A White Russian victory butterflies the near-entirety of the 20th Century. It's not possible to say what could have become.
We can only speculate as to the nature of the resultant Russian regime, given the general chaos and intrigue rife among the Whites' ranks even as they did battle with the Bolsheviks. A monarchist restoration is not imminent - despite a preponderance of disgruntled aristocrats within the leadership, all of whom looked destined to drop their radical leftist sponsors the minute they saw power beyond the most inhospitable reaches of Russia, the Romanovs are an afterthought by this point, an archaic embarrassment clinging to their absolutist pretensions even as their former Empire burns around them. Nevertheless, I could see them hosted lavishly in Petrograd; after a generation or two, some astute members of the family might even be conceded a little political leverage behind the scenes, such as the French Republic permitted its own royalty in the late-19th Century.
Also off the cards, unfortunately, is a situation remotely resembling that of the Weimar Republic in its best days. This has little to do with any public disinclination at the time towards liberal or social democratic elements - as illustrated by 1917's Constituent Assembly elections, the opposite was true. Russian democracy, in the aftermath of a White victory, simply isn't going to be given breathing space. After a brief, awkward, mostly fallacious flirtation with popular government, dominated by a host of closet reactionaries ready to lend occasional lip-service to the big issues, the Russian Republic is going to come out looking a strange blend of paternalistic dictatorship and coalition government, with a dysfunctional coterie of blue-bloods, nationalists, militarists and classical liberals, concentrated around a commanding personality (Admiral Kolchak springs to mind), holding down power at the expense of virtually everybody else.
The Russian state is going to be a culturally, politically and economically retarded entity. Say what you will about the genocidal excesses of the Soviet leadership, they DID elevate Europe's most backward established power to a position of prestige and tremendous geopolitical influence. Though the Whites may have counted many acute, deviously pragmatic men as leaders, they lacked both drive and ambition, united by no grand ideological vision but a desire to to see the social status quo preserved and proliferated. I've noticed many on here seem to draw an equivalence between the ethic of the Whites and the fascist movements of Mussolini and Hitler, but even that's probably giving them credit - a White state would be more along the lines of a tinpot South American dictatorship than the ostentatious affairs of fascist Italy and Nazi Germany, with little internal consistency and absolutely no direction. The society it presides over will be an essentially agricultural one - attempts to industrialize Russia pre-1914 had resulted in a situation where peasants flocked to the cities as a means of making an extra buck when they weren't attending the fields, not the establishment of a stable working class, and I see no reason why the Whites would object to enduring down this path. Whether it will be much generally poorer than the Russia we know is debatable, but it definitely won't be wealthier, and much of the landmass (Siberia, in particular) will remain underdeveloped and unsettled, even by contrast with today's circumstances.
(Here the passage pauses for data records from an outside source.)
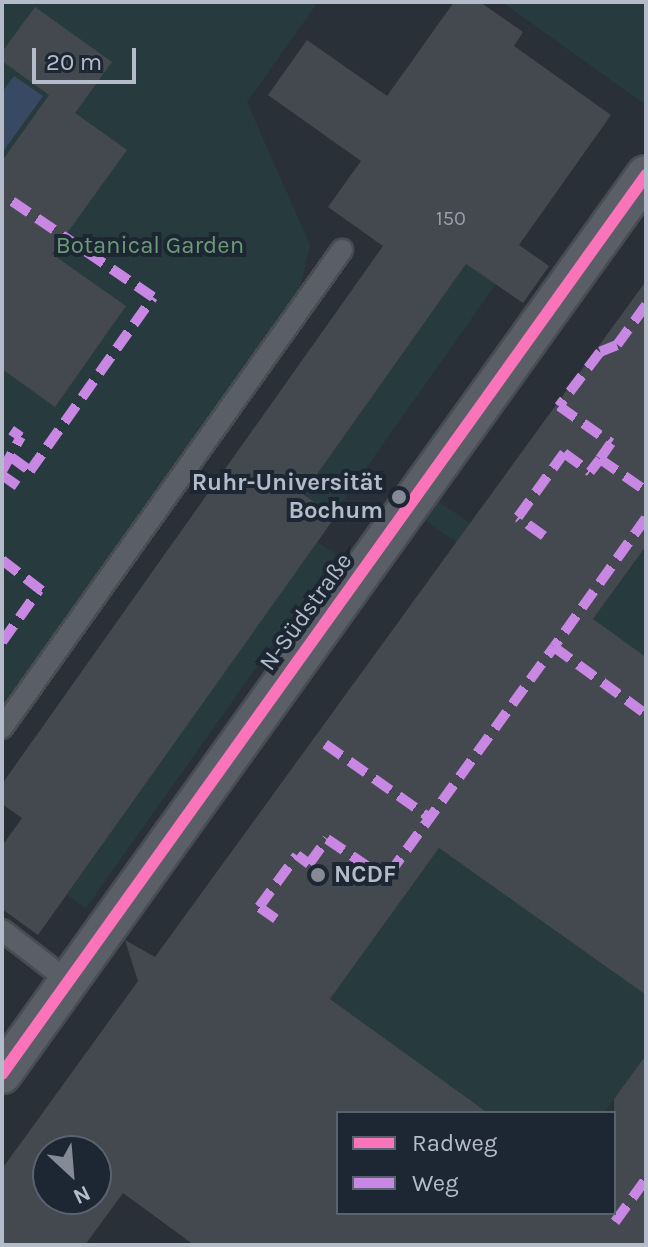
<!DOCTYPE html>
<html>
<head>
<meta charset="utf-8">
<style>
	body { margin:0 }
	#map { position:relative; width:648px; height:1247px; overflow:hidden; background:#2a3038; font-family:Karla,sans-serif }
	div>[style] { position:absolute }
	[style*='--x'] { left:calc(var(--x)*1px); top:calc(var(--y)*1px); width:calc(var(--w)*1px); rotate:calc(var(--a)*1deg) }
	.green>* { inset:0; background:#273a3e }
	.water>* { inset:0; background:#384963 }
	.building>* { inset:0; background:#444950 }
	.roads { filter:drop-shadow(2px 0 #484c53) drop-shadow(-2px 0 #484c53) drop-shadow(0 2px #484c53) drop-shadow(0 -2px #484c53) }
	.lane>* { height:20px; margin:-10px; padding:0 10px; transform-origin:10px; border-radius:10px; background:#5a5e66 }
	.street>* { height:38px; margin:-19px; padding:0 19px; transform-origin:19px; border-radius:19px; background:#5a5e66 }
	.quiet>* { height:10px; margin-top:-5px; transform-origin:0; background:repeating-linear-gradient(90deg,#c787e3 0 20px,transparent 0 30px) }
	.cycleway>* { height:12px; margin:-6px; padding:0 6px; transform-origin:6px; border-radius:6px; background:#fb73b8 }
	.dots>* { width:22px; height:22px; translate:-50% -50%; box-sizing:border-box; border:4px solid #1d2633; border-radius:50% }
	span { translate:-50% -50%; white-space:nowrap; text-align:center; line-height:1.15; -webkit-text-stroke:8px #1d2633; paint-order:stroke }
	.number-label { font-size:20px; color:#989fab }
	.number-label span { -webkit-text-stroke-width:0 }
	.park-label { font-size:24px; color:#6b9a76 }
	.poi-label { font-size:24px; color:#b4bcc9; font-weight:700 }
	.right { translate:-100% -50%; text-align:right }
	.left { translate:0 -50%; text-align:left }
	.street-label { font-size:24px; color:#b4bcc9 }
	.frame { position:absolute; inset:0; border:4px solid #b4bcc9; pointer-events:none }
	.legend { position:absolute; left:336px; top:1111px; width:280px; height:104px; box-sizing:border-box; background:#1d2633; border:2px solid #59626f; margin:0; padding:10px 14px; list-style:none; font-size:24px; color:#b4bcc9 }
	.legend li { display:flex; align-items:center; gap:16px; height:40px }
	.legend b { width:40px; border:2px solid #59626f }
	.north { position:absolute; left:32px; top:1135px; width:80px; height:80px; box-sizing:border-box; background:#1d2633; border:2px solid #59626f; border-radius:50%; rotate:154deg; font-size:22px; font-weight:700; line-height:32px; text-align:center; color:#b4bcc9 }
	.north::after { content:''; display:block; margin:auto; width:28px; height:36px; background:#848b96; clip-path:polygon(50% 0,100% 100%,50% 72%,0 100%) }
	.scale { position:absolute; left:32px; top:48px; width:104px; height:36px; box-sizing:border-box; border:4px solid #b4bcc9; border-top:0; padding-left:10px; font-size:24px; line-height:28px; white-space:nowrap; color:#b4bcc9; -webkit-text-stroke:6px #1d2633; paint-order:stroke }
</style>
</head>
<body>
<div id="map">
	<div class="green">
		<div style="clip-path:polygon(2px 2px,318px 2px,247px 102px,310px 245px,300px 287px,2px 708px)"></div>
		<div style="clip-path:polygon(502px 2px,646px 2px,646px 105px)"></div>
		<div style="clip-path:polygon(466px 264px,496px 284px,333px 515px,303px 494px)"></div>
		<div style="clip-path:polygon(435px 499px,471px 524px,457px 543px,422px 518px)"></div>
		<div style="clip-path:polygon(316px 541px,336px 555px,86px 908px,67px 895px)"></div>
		<div style="clip-path:polygon(646px 546px,646px 657px,593px 619px)"></div>
		<div style="clip-path:polygon(439px 848px,646px 995px,646px 1055px,604px 1113px,488px 1113px,330px 999px)"></div>
	</div>
	<div class="water">
		<div style="clip-path:polygon(14px 76px,43px 96px,2px 153px,2px 92px)"></div>
	</div>
	<div class="building">
		<div style="clip-path:polygon(454px 2px,480px 2px,523px 32px,514px 46px,611px 115px,519px 245px,549px 266px,523px 303px,466px 264px,303px 494px,335px 517px,38px 935px,2px 909px,2px 846px,22px 818px,2px 804px,2px 784px,383px 246px,328px 207px,361px 161px,268px 95px,307px 40px,387px 96px)"></div>
		<div style="clip-path:polygon(35px 7px,112px 62px,75px 113px,127px 150px,52px 254px,126px 306px,55px 407px,2px 369px,2px 161px,49px 95px,2px 61px,2px 52px)"></div>
		<div style="clip-path:polygon(evenodd,646px 281px,646px 546px,593px 619px,646px 657px,646px 995px,439px 848px,330px 999px,488px 1113px,338px 1113px,338px 1213px,614px 1213px,614px 1099px,646px 1055px,646px 1245px,194px 1245px,123px 1193px,85px 1245px,2px 1245px,2px 1169px,138px 981px,125px 940px,155px 957px,646px 281px,48px 1151px,96px 1151px,96px 1199px,48px 1199px,48px 1151px)"></div>
	</div>
	<div class="roads">
		<div class="lane">
			<div style="--x:2;--y:728;--w:587;--a:-54.58"></div>
			<div style="--x:2;--y:930;--w:83;--a:37.7"></div>
		</div>
		<div class="street">
			<div style="--x:2;--y:1074;--w:1106;--a:-54.38"></div>
		</div>
	</div>
	<div class="quiet">
		<div style="--x:646;--y:305;--w:49;--a:125.9"></div>
		<div style="--x:617;--y:345;--w:18;--a:158"></div>
		<div style="--x:600;--y:352;--w:68;--a:127.2"></div>
		<div style="--x:559;--y:406;--w:64;--a:35.4"></div>
		<div style="--x:611;--y:443;--w:19;--a:125"></div>
		<div style="--x:600;--y:459;--w:56;--a:34.8"></div>
		<div style="--x:11;--y:457;--w:24;--a:36"></div>
		<div style="--x:30;--y:471;--w:213;--a:-54.7"></div>
		<div style="--x:153;--y:297;--w:171;--a:-145.8"></div>
		<div style="--x:2;--y:471;--w:39;--a:-61"></div>
		<div style="--x:21;--y:437;--w:12;--a:-145"></div>
		<div style="--x:2;--y:475;--w:19;--a:35"></div>
		<div style="--x:646;--y:518;--w:158;--a:125.5"></div>
		<div style="--x:554;--y:647;--w:114;--a:36.1"></div>
		<div style="--x:544;--y:536;--w:32;--a:-144"></div>
		<div style="--x:518;--y:517;--w:79;--a:-54.3"></div>
		<div style="--x:564;--y:453;--w:32;--a:36"></div>
		<div style="--x:590;--y:472;--w:16;--a:-52"></div>
		<div style="--x:2;--y:560;--w:56;--a:37.7"></div>
		<div style="--x:2;--y:642;--w:64;--a:-54.6"></div>
		<div style="--x:325;--y:744;--w:128;--a:35.2"></div>
		<div style="--x:389;--y:874;--w:281;--a:-54"></div>
		<div style="--x:276;--y:919;--w:21;--a:-145"></div>
		<div style="--x:259;--y:907;--w:64;--a:-53.8"></div>
		<div style="--x:297;--y:855;--w:15;--a:37"></div>
		<div style="--x:309;--y:864;--w:31;--a:-54"></div>
		<div style="--x:327;--y:839;--w:48;--a:34"></div>
		<div style="--x:615;--y:1222;--w:53;--a:-54.2"></div>
	</div>
	<div class="cycleway">
		<div style="--x:2;--y:1074;--w:1106;--a:-54.38"></div>
	</div>
	<div class="dots">
		<div style="left:399px;top:497px;background:#848b96"></div>
		<div style="left:318px;top:875px;background:#848b96"></div>
	</div>
	<div class="number-label">
		<span style="left:451px;top:218px">150</span>
	</div>
	<div class="park-label">
		<span style="left:150px;top:246px">Botanical Garden</span>
	</div>
	<div class="poi-label">
		<span class="right" style="left:383px;top:497px">Ruhr-Universität<br>Bochum</span>
		<span class="left" style="left:334px;top:875px">NCDF</span>
	</div>
	<div class="street-label">
		<span style="left:306px;top:612px;rotate:-54deg">N-Südstraße</span>
	</div>
	<div class="frame"></div>
	<ul class="legend">
	<li><b style="height:10px;background:#fb73b8"></b>Radweg</li>
	<li><b style="height:10px;background:#c787e3"></b>Weg</li>
	</ul>
	<div class="north">N</div>
	<div class="scale">20 m</div>
</div>
</body>
</html>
On the international stage, things become hazy. It's dangerous to consider the presence of a 'Red Menace' in Eurasia the primary driving force behind the rise of reactionary rightism in the early-20th Century, but, with Russia emasculated and insular-looking, no-frills conservatives of the Hindenburgian variety are likely to dominate politics in Italy, Germany and elsewhere - without the prominence of Marxism, there will be no need for a conscious rightist effort to synthesize socialist ideas with their own values. These will likely be dry movements, at the very least a touch more rational than the demagogic projects we saw IOTL, whom may, ironically, look to White Russia as an enviable model of government and society. In Germany, there may be establishment yearnings for the acquisition of new territories in the East, or even the reclamation of lost colonies overseas; at any rate, expansionism will manifest as an exercise in realpolitik, not the harebrained initiative of a death cult driven by quasi-religious ideological fervor. Taking the USSR out of the picture also eliminates much of the urgency that accelerated drives towards welfare reformism in Western Europe; Britain and France are going to be a lot more quintessentially conservative societies, closer to the United States in terms of their institutions and attitudes. IOW, the Western political landscape of the 20th Century will come to resemble that of the 19th Century, with power politics and unabashed imperialism trumping intellectualism and ideological snobbery.